Amazon Business (B2B) is a marketplace to serve the needs of Business Customers. For sellers, Amazon Business provides one of India's largest opportunities to reach businesses across the country.

What is B2B payment example? ›

Here's an example of a B2B payment transaction using a credit card: Business A supplies a product and sends an invoice to business B. Business B reviews the invoice, checking the date, supply terms and price details. Business B clicks to pay the invoice via credit card.

What does B2B mean in banking? ›

The definition of business-to-business payments or B2B payments is the transfer of value denominated in currency from buyer to supplier for good or services supplied. B2B payments can be a one time or recurring transaction depending on the contractual agreement made between the buyer and supplier.

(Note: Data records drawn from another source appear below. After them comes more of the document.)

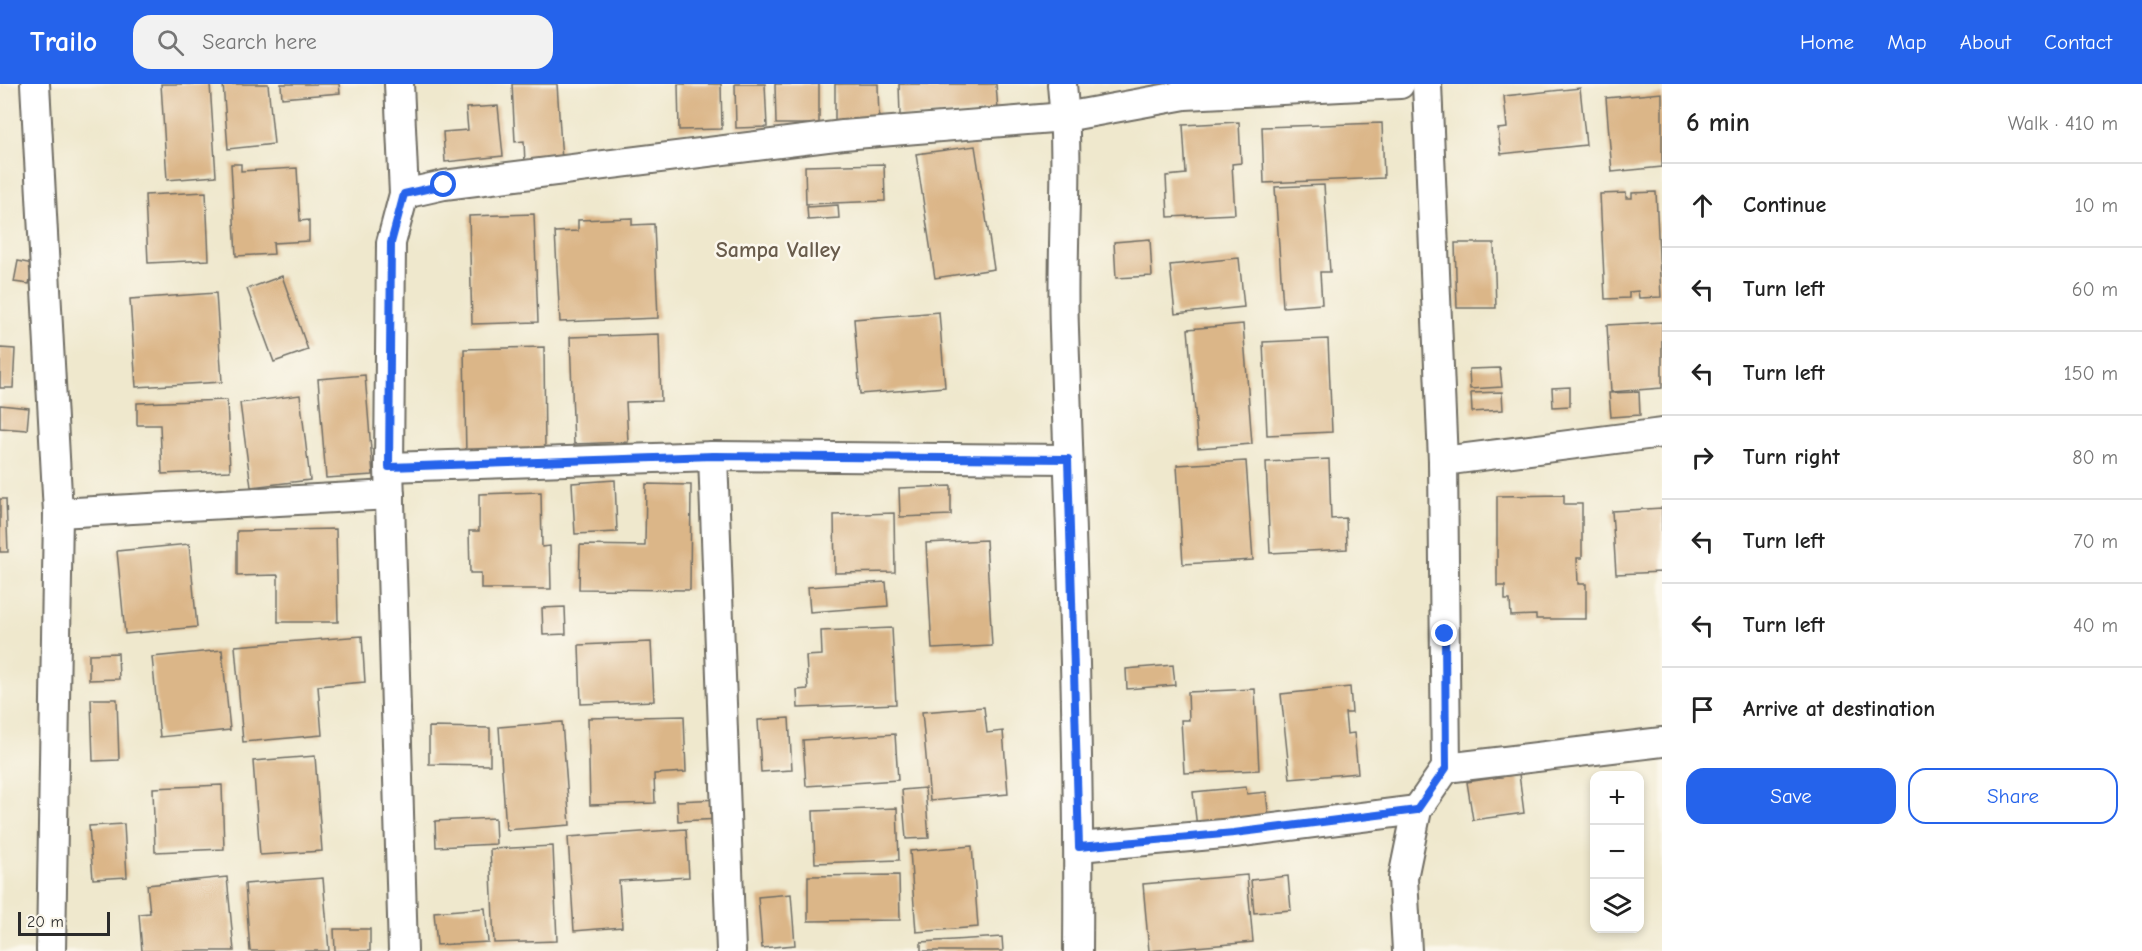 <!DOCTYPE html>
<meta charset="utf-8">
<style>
body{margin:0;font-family:"Comic Neue",sans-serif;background:#f2f2f2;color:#222}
.controls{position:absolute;right:18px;bottom:18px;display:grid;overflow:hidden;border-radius:12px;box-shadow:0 3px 9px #0003}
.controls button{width:54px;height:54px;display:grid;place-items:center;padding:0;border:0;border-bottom:2px solid #e0e0e0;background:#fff;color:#222;font:30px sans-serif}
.scale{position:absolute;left:18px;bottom:15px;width:92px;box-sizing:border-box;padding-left:6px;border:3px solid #2b2b2b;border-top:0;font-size:16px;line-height:21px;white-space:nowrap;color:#2b2b2b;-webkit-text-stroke:4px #fbf7ec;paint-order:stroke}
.stop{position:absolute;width:18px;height:18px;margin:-14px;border:4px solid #2563eb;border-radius:50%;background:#fff}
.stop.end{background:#2563eb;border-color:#fff;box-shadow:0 2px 6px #0008}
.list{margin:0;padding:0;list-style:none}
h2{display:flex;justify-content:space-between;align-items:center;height:78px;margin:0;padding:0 24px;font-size:26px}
h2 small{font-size:20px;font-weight:400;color:#767676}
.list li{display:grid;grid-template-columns:39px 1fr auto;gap:18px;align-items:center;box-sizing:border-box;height:84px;padding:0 24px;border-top:2px solid #e0e0e0}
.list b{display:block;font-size:22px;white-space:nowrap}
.list em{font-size:20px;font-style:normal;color:#767676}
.actions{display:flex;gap:12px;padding:18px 24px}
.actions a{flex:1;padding:14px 0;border:2px solid #2563eb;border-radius:18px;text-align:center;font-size:21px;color:#2563eb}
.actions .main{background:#2563eb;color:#fff}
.icon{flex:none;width:33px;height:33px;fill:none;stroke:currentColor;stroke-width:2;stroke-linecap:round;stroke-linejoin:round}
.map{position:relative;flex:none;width:1662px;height:867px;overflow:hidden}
header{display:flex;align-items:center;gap:36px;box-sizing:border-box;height:84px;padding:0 30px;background:#2563eb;color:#fff}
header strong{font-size:28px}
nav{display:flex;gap:33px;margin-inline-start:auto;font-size:21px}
.search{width:420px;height:54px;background:#f2f2f2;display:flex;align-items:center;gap:15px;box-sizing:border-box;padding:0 21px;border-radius:18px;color:#767676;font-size:22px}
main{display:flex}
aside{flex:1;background:#fff}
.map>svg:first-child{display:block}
.building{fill:#dbb688}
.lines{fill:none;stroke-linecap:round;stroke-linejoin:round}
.street-casing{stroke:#706d64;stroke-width:32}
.street{stroke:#fff;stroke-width:28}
.route{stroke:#2563eb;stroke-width:8}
.labels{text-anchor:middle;stroke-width:5;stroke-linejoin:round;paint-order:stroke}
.district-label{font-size:22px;font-weight:bold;fill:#695c4c;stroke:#fbf7ec}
</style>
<header>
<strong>Trailo</strong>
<div class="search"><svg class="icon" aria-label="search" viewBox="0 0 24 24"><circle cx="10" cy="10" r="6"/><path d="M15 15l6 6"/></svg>Search here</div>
<nav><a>Home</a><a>Map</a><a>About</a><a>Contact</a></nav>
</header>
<main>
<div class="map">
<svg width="1662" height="867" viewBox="0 0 1662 867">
<rect width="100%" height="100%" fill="#fbf7ec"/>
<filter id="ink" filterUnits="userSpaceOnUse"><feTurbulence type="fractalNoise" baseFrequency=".0167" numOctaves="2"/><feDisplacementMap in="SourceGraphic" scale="12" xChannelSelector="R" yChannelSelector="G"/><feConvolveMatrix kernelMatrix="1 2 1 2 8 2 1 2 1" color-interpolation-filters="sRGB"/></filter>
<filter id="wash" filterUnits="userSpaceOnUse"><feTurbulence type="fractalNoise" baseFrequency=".008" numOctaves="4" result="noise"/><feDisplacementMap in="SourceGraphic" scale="24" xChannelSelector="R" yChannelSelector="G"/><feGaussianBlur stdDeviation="1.35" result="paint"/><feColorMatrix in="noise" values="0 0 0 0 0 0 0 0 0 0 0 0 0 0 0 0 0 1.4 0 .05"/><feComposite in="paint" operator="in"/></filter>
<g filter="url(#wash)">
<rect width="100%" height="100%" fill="#efe8cd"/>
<g id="blocks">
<!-- building -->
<g class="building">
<path d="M 161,0 L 210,0 L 216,92 L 167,96 Z"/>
<path d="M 223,0 L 268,0 L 274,60 L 228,65 Z"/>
<path d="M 281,0 L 339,0 L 340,9 L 282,14 Z"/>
<path d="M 512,0 L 557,0 L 562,77 L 525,80 L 524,57 L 515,58 Z"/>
<path d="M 678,0 L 721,0 L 722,45 L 679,46 Z"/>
<path d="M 735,0 L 765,0 L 767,43 L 736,44 Z"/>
<path d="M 775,0 L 819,0 L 819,40 L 776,40 Z"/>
<path d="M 835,0 L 878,0 L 879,39 L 835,40 Z"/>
<path d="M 899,0 L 996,0 L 998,27 L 900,32 Z"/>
<path d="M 1580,4 L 1586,61 L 1501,70 L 1498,45 L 1507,44 L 1504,12 Z"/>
<path d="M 1662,9 L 1662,83 L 1612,88 L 1606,14 Z"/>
<path d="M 498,22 L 503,72 L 445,78 L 443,48 L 468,46 L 466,24 Z"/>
<path d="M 1239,38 L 1241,79 L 1232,80 L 1235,130 L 1168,133 L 1166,92 L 1186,90 L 1183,41 Z"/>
<path d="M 1382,39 L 1384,94 L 1264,99 L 1262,43 Z"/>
<path d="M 975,62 L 994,185 L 935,194 L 916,70 Z"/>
<path d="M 231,80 L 241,80 L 241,87 L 297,84 L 300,137 L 309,136 L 309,157 L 273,159 L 274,170 L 236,172 Z"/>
<path d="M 884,80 L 885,117 L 806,120 L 805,82 Z"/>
<path d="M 1324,101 L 1330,188 L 1320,188 L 1322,220 L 1283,223 L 1275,103 Z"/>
<path d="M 206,108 L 209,176 L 148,179 L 145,111 Z"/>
<path d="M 1656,108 L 1661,213 L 1639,214 L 1638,207 L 1629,208 L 1629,214 L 1605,215 L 1600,110 L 1626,109 L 1626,114 L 1632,114 L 1632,109 Z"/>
<path d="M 838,121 L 839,134 L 808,136 L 807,123 Z"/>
<path d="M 534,130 L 538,238 L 472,240 L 469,132 Z"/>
<path d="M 632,134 L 632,141 L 654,140 L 658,234 L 560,238 L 555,148 L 578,147 L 578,136 Z"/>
<path d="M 1150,155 L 1152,192 L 1116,194 L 1114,158 Z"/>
<path d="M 1455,159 L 1494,159 L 1496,224 L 1457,224 Z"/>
<path d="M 1239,174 L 1244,223 L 1175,230 L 1170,181 Z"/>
<path d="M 18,177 L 33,180 L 29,200 L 14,198 Z"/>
<path d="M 282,192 L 308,266 L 274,278 L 247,205 Z"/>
<path d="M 216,209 L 222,298 L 136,303 L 130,215 Z"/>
<path d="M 939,228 L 945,303 L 860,310 L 854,235 Z"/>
<path d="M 1662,238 L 1662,304 L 1611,308 L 1607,241 Z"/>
<path d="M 1243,240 L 1252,360 L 1198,364 L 1188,245 Z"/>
<path d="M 659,250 L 661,317 L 626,318 L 628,358 L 574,360 L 570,253 Z"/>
<path d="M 1328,255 L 1332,348 L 1267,351 L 1263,258 Z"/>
<path d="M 544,263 L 545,370 L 466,371 L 464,265 Z"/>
<path d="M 0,264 L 15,265 L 13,304 L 0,304 Z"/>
<path d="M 1500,284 L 1502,303 L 1470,305 L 1469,285 Z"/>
<path d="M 365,291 L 373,391 L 326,394 L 318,295 Z"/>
<path d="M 1570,303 L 1570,322 L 1553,323 L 1552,304 Z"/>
<path d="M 1502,308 L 1503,326 L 1472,328 L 1471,309 Z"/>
<path d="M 1639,308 L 1640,331 L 1611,333 L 1609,309 Z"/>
<path d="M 300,311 L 310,396 L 251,403 L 240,319 Z"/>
<path d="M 227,316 L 230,387 L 162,390 L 160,341 L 137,341 L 137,319 Z"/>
<path d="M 0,321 L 29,324 L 27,346 L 0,344 Z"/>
<path d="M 1329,375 L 1331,435 L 1346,434 L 1347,465 L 1270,469 L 1266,378 Z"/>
<path d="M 1246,377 L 1253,476 L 1183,480 L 1177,381 Z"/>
<path d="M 615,396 L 617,448 L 575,450 L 572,399 Z"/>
<path d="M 646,400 L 691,401 L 690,506 L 579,505 L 580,461 L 645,462 Z"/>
<path d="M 951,402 L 951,431 L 900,433 L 899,404 Z"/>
<path d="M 541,408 L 542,463 L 550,462 L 551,505 L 481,505 L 481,489 L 470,489 L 469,447 L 479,447 L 479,410 Z"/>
<path d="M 1564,411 L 1564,420 L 1582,420 L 1582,474 L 1577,474 L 1578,500 L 1586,500 L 1586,535 L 1536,535 L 1536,531 L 1511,532 L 1510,516 L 1505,516 L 1505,502 L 1497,502 L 1497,412 Z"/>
<path d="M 0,415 L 6,415 L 8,468 L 0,468 Z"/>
<path d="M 1662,424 L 1662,488 L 1616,490 L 1612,427 Z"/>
<path d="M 894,429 L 895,488 L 835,489 L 834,431 Z"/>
<path d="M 336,445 L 338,538 L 278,538 L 278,491 L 237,492 L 237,447 Z"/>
<path d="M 986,456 L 992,562 L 932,565 L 926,459 Z"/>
<path d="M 189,460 L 197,543 L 125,550 L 117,467 Z"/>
<path d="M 886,498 L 888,522 L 810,528 L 808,503 Z"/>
<path d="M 565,523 L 566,550 L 543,551 L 542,524 Z"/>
<path d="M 892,544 L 896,620 L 798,624 L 797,606 L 808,605 L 806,572 L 822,571 L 821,547 Z"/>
<path d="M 362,552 L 365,598 L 318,602 L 322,651 L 243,658 L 235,562 Z"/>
<path d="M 651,558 L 654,617 L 581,620 L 579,561 Z"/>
<path d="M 222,566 L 230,646 L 160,653 L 152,573 Z"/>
<path d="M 118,569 L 119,595 L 89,596 L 89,570 Z"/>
<path d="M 1173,581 L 1175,601 L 1127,605 L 1126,585 Z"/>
<path d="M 1350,603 L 1352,629 L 1345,629 L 1347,650 L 1354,649 L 1358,689 L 1290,695 L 1281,610 Z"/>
<path d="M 1255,605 L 1259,686 L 1184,689 L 1181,636 L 1189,636 L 1188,608 Z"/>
<path d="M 91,615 L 117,615 L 119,676 L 93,677 Z"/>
<path d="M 984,623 L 987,649 L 1003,647 L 1008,710 L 930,717 L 922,628 Z"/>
<path d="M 684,632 L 686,688 L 654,690 L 655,719 L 590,721 L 588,634 Z"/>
<path d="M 789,634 L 792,686 L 761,688 L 758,636 Z"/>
<path d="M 562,638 L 570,741 L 506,746 L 499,643 Z"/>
<path d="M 429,643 L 490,644 L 490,681 L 429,680 Z"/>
<path d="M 895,650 L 898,696 L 806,702 L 803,656 Z"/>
<path d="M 315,672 L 322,767 L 260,771 L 253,677 Z"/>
<path d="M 1519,690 L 1524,729 L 1473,736 L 1467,698 Z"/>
<path d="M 222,701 L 224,765 L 155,768 L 153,704 Z"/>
<path d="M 1246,703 L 1247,710 L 1266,708 L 1269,736 L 1197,744 L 1193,708 Z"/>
<path d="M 925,704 L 929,754 L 906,755 L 902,706 Z"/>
<path d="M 721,715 L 723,735 L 678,737 L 677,717 Z"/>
<path d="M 897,724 L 899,776 L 815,779 L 813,727 Z"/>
<path d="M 495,734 L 496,760 L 436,763 L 435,737 Z"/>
<path d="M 124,740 L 127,793 L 93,795 L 89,742 Z"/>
<path d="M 686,745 L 689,793 L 619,797 L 622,843 L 574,847 L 568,753 Z"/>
<path d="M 553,762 L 557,857 L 494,859 L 490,765 Z"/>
<path d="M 972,762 L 978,843 L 916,848 L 910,767 Z"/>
<path d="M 899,791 L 900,836 L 808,837 L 808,792 Z"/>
<path d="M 1247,791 L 1253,858 L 1149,867 L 1143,800 Z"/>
<path d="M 1288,792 L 1291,826 L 1254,829 L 1251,796 Z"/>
<path d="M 227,793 L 234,867 L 142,867 L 139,830 L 150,829 L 147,801 Z"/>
<path d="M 323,794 L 329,867 L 250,867 L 245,800 Z"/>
<path d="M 791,810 L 795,861 L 762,864 L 758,813 Z"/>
<path d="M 485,824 L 488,858 L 437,861 L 434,828 Z"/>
<path d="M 334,845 L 370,845 L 370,867 L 335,867 Z"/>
<path d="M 1002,853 L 1003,867 L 921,867 L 921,858 Z"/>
</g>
</g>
</g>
<g filter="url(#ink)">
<use href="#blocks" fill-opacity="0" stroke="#706d64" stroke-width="1.5"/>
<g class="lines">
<defs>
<g id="street">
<path d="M 35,0 L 58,429 L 51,867"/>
<path d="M 399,0 L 404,110 L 391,159 L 389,383 L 403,867"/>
<path d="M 1062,0 C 1070,81 1061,164 1064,245 C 1071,452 1080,660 1078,867"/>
<path d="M 404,110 L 444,101 L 843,51 L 1065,33 L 1185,11 L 1400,0"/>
<path d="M 713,372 L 731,867"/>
<path d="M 1443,377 L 1662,349"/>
<path d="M 389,383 L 713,372 L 1068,375"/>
<path d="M 58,429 L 390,411"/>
<path d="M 1446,684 L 1662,658"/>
<path d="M 1079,763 L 1234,749 L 1417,726"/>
<path d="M 1407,867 L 1403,794 L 1417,726 L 1446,684 L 1443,377 L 1427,0"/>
</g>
</defs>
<!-- street casing -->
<use href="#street" class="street-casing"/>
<!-- street -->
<use href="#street" class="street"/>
</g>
</g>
<g class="lines" filter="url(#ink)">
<!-- route -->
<path class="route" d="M 444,101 L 404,110 L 391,159 L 389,383 L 713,372 L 1068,375 L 1079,763 L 1234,749 L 1417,726 L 1446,684 L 1445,550"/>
</g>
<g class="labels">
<!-- district labels -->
<g class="district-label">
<text x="778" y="173">Sampa Valley</text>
</g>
</g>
</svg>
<div class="controls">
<button>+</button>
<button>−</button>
<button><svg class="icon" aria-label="layers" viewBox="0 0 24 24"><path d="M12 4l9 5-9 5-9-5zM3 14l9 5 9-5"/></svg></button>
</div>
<div class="scale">20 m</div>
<div class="stop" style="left:444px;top:101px"></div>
<div class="stop end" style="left:1445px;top:550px"></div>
</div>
<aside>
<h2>6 min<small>Walk · 410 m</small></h2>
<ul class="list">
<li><svg class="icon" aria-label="ahead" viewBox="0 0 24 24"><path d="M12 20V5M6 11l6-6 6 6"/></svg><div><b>Continue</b></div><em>10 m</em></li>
<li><svg class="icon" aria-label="left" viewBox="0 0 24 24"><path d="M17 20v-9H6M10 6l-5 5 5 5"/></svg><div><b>Turn left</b></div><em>60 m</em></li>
<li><svg class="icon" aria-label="left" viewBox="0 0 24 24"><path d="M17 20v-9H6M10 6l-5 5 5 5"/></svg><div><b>Turn left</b></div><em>150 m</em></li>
<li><svg class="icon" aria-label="right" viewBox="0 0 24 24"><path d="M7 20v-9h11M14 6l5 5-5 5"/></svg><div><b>Turn right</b></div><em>80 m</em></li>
<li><svg class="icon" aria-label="left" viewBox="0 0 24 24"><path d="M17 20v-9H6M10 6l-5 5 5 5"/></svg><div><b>Turn left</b></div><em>70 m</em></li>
<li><svg class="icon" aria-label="left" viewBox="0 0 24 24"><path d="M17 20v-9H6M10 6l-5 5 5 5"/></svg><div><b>Turn left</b></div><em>40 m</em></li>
<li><svg class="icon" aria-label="arrive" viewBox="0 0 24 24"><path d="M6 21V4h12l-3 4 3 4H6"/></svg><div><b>Arrive at destination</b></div></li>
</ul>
<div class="actions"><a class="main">Save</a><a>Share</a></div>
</aside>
</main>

What does B2B stand for? ›

B2B and B2C are two acronyms that get thrown around regularly. B2B stands for business-to-business, referring to a type of transaction that takes place between one business and another. B2C stands for business-to-consumer, as in a transaction that takes place between a business and an individual as the end customer.

How does B2B credit work? ›

B2B credit is a financial agreement between businesses where the seller allows the buyer to make payments for goods and services at a later date. Implementing B2B credit may require more processing time if done manually.